#### Task to complete
Every line of the data that includes "screen" should be copied out.

#### Data for this task
%%

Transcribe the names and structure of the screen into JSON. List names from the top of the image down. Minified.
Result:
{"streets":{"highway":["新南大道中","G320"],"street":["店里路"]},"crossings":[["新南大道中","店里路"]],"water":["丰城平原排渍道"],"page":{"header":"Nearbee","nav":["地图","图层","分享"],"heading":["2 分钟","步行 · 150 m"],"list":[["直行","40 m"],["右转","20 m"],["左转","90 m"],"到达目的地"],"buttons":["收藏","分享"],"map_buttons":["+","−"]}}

%%
%%

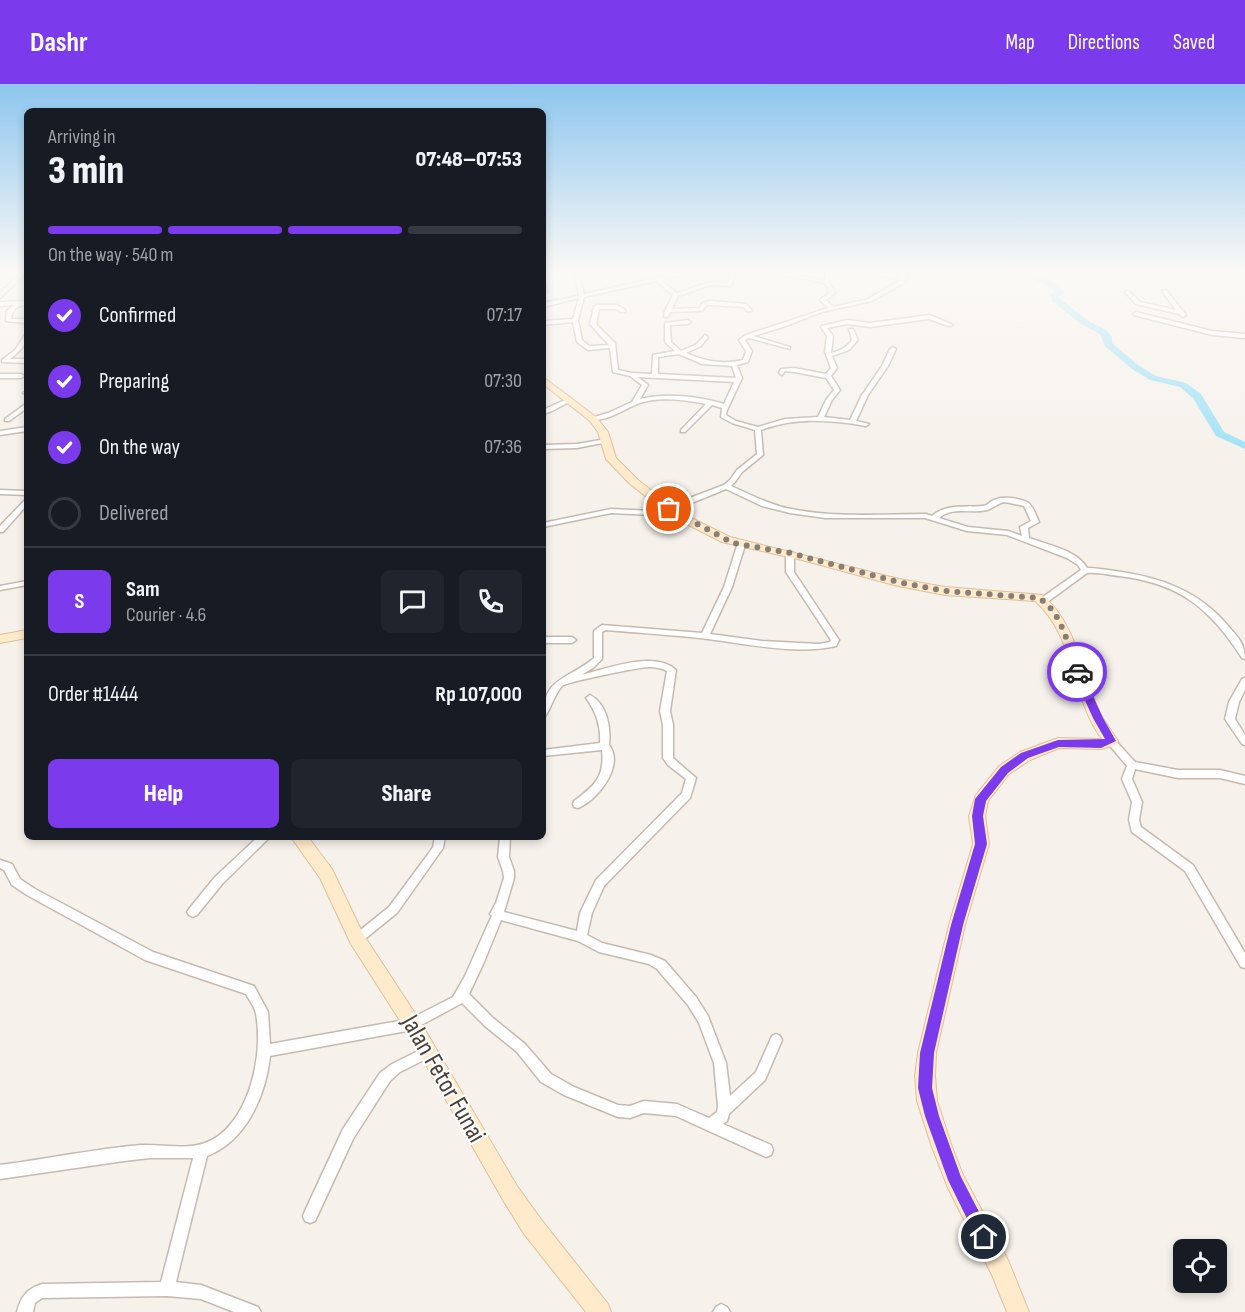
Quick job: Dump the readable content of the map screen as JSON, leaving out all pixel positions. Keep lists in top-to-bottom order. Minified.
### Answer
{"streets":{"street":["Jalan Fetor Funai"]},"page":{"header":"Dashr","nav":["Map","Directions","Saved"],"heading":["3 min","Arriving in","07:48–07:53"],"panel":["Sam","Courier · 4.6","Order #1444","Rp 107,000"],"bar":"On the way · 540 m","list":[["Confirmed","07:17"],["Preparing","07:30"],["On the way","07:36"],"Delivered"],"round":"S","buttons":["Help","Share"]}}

%%

#### Expected output
Transcribe the names and structure of the screen into JSON. List names from the top of the image down. Minified.
Quick job: Dump the readable content of the map screen as JSON, leaving out all pixel positions. Keep lists in top-to-bottom order. Minified.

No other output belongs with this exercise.